_Record set_
***

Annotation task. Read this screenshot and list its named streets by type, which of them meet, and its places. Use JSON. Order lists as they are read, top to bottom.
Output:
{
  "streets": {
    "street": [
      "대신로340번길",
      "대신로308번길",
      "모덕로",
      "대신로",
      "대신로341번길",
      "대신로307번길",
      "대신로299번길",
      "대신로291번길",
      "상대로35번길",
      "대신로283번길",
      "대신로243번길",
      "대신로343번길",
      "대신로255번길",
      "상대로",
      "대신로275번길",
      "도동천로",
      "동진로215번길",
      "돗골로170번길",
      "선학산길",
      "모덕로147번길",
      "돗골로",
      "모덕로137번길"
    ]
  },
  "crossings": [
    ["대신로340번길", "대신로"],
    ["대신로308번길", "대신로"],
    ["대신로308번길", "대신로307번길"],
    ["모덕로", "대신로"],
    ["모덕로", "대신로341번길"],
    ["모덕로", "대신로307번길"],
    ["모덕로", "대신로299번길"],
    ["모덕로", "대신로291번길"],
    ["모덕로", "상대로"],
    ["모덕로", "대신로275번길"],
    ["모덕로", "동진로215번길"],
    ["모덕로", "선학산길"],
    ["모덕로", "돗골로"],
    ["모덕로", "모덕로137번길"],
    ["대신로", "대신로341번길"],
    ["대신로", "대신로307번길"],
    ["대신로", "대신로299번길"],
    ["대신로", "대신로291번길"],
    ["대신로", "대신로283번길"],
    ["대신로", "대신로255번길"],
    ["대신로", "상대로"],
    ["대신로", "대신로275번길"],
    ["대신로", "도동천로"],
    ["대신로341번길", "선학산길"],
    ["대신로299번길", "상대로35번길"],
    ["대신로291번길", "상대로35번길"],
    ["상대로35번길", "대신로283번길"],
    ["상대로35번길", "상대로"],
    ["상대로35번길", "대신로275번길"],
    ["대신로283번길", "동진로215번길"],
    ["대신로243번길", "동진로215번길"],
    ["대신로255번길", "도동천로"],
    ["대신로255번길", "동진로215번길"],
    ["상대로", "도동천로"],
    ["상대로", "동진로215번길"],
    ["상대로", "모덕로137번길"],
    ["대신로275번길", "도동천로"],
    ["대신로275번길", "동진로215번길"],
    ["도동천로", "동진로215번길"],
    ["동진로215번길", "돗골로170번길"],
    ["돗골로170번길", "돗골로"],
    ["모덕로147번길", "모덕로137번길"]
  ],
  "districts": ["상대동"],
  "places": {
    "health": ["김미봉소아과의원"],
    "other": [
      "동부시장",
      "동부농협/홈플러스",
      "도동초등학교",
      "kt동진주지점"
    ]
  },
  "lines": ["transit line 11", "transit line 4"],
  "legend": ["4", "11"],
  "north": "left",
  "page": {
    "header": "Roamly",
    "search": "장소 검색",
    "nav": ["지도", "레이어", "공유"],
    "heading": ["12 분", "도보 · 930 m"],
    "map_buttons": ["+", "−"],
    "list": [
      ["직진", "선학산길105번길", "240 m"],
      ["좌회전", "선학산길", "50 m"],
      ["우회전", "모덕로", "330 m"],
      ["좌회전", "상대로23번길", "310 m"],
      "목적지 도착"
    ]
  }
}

***

_Task to carry out_
A complete answer lists each line of the data that holds the word "streets".

_Expected answer_
Annotation task. Read this screenshot and list its named streets by type, which of them meet, and its places. Use JSON. Order lists as they are read, top to bottom.
  "streets": {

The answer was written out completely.